The Stages of the Lifecycle
1.1. The Stages of the Lifecycle#
Figure 1.1 shows the data science lifecycle. The lifecycle is divided into four stages: Ask a Question, Obtain Data, Understand the Data, and Understand the World. We’ve purposefully made these stages broad. In our experience, the mechanics of the lifecycle change frequently. Computer scientists and statisticians continue to build new software packages and programming languages for working with data, and they develop new methodologies that are more specialized. Despite these changes, we’ve found that almost every data project consists of these four stages:
- Ask a Question
Asking good questions is at the heart of data science, and recognizing different kinds of questions guides us in our analyses. We cover four categories of questions: descriptive, exploratory, inferential, and predictive. For example, “How have house prices changed over time?” is descriptive in nature, whereas “Which aspects of houses are related to sale price?” is exploratory. Narrowing down a broad question into one that can be answered with data is a key element of this first stage in the lifecycle.
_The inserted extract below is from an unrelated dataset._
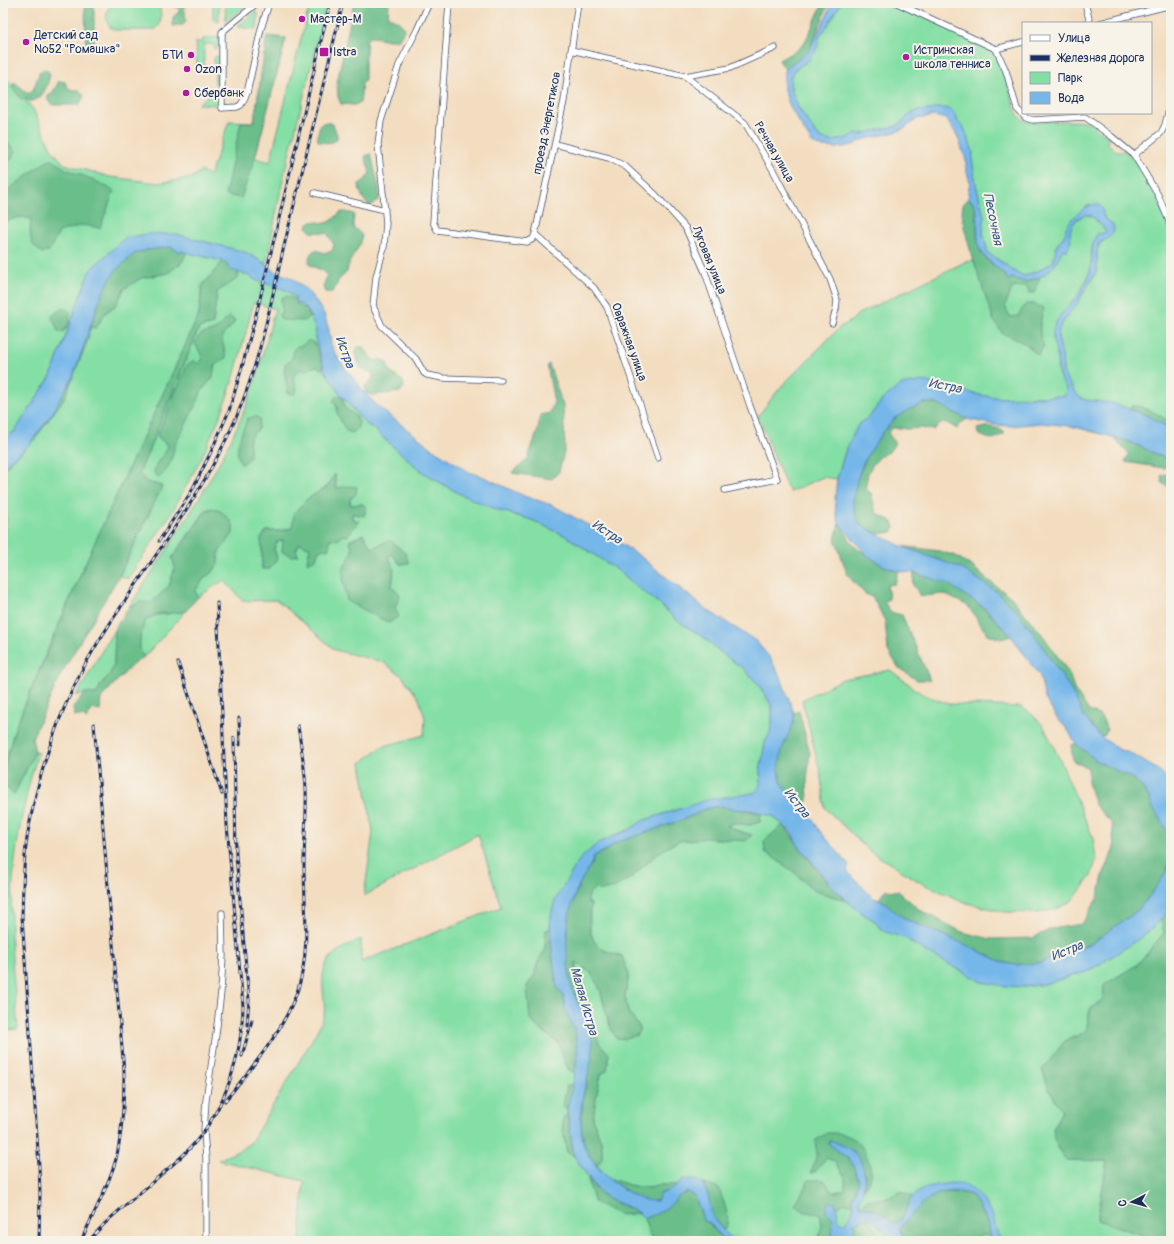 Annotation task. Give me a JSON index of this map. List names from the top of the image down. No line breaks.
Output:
{"streets":{"street":["проезд Энергетиков","Речная улица","Луговая улица","Овражная улица"]},"crossings":[["проезд Энергетиков","Речная улица"],["проезд Энергетиков","Луговая улица"],["проезд Энергетиков","Овражная улица"]],"water":["Песочная","Истра","Малая Истра"],"places":{"other":["Мастер-М","Детский сад №52 \"Ромашка\"","БТИ","Истринская школа тенниса","Ozon","Сбербанк"],"transit":["Istra"]},"legend":["Улица","Железная дорога","Парк","Вода"],"north":"left"} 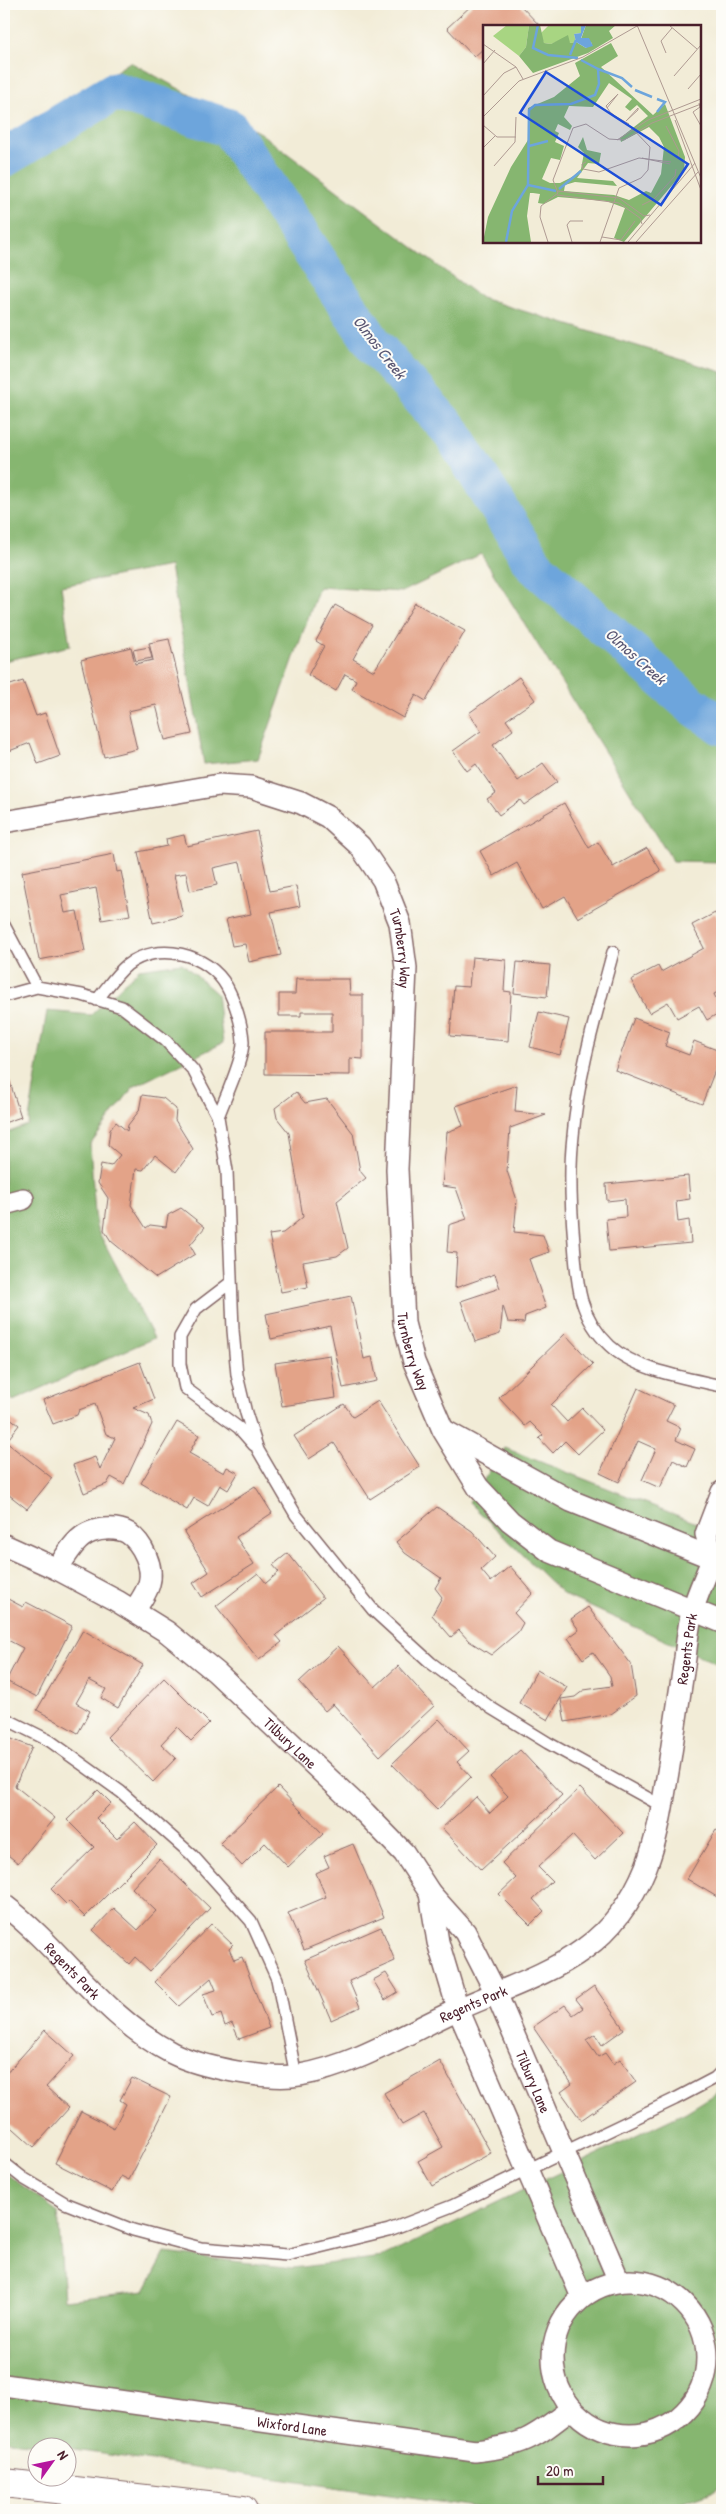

It can involve consulting the people participating in a study, figuring out how to measure something, and designing data collection protocols. A clear and focused research question helps us determine the data we need, the patterns to look for, and how to interpret results. It can also help us refine our question, recognize the type of question being asked, and plan the data collection phase of the lifecycle.
- Obtain Data
When data are expensive and hard to gather and when our goal is to generalize from the data to the world, we aim to define precise protocols for collecting the data. Other times, data are cheap and easily accessed. This is especially true for online data sources. For example, Twitter lets people quickly download millions of data points. When data are plentiful, we can start an analysis by obtaining and exploring the data, and then honing a research question. In both situations, most data have missing or unusual values and other anomalies that we need to account for. No matter the source, we need to check the data quality. Considering the scope of the data is equally important; for example, we identify how representative the data are and look for potential sources of bias in the collection process. These considerations help us determine how much faith we can place in our findings. And, typically, we must manipulate the data before we can analyze it more formally. We may need to modify structure, clean data values, and transform measurements to prepare for analysis.
- Understand the Data
After obtaining and preparing data, we want to carefully examine them, and exploratory data analysis is often key. In our explorations, we make plots to uncover interesting patterns and summarize the data visually. We also continue to look for problems with the data. As we search for patterns and trends, we use summary statistics and build statistical models, like linear and logistic regression. In our experience, this stage of the lifecycle is highly iterative. Understanding the data can also lead us back to earlier stages in the data science lifecycle. We may find that we need to modify or redo the data cleaning and manipulation, acquire more data to supplement our analysis, or refine our research question given the limitations of the data. The descriptive and exploratory analyses that we carry out in this stage may adequately answer our question, or we may need to go on to the next stage in order to make generalizations beyond our data.
- Understand the World
When our goals are purely descriptive or exploratory, the analysis ends at the Understand the Data stage of the lifecycle. At other times, we aim to quantify how well the trends we find generalize beyond our data. We may want to use a model that we have fit to our data to make inferences about the world or give predictions for future observations. To draw inferences from a sample to a population, we use statistical techniques like A/B testing and confidence intervals. And to make predictions for future observations, we create prediction intervals and use train-test splits of the data.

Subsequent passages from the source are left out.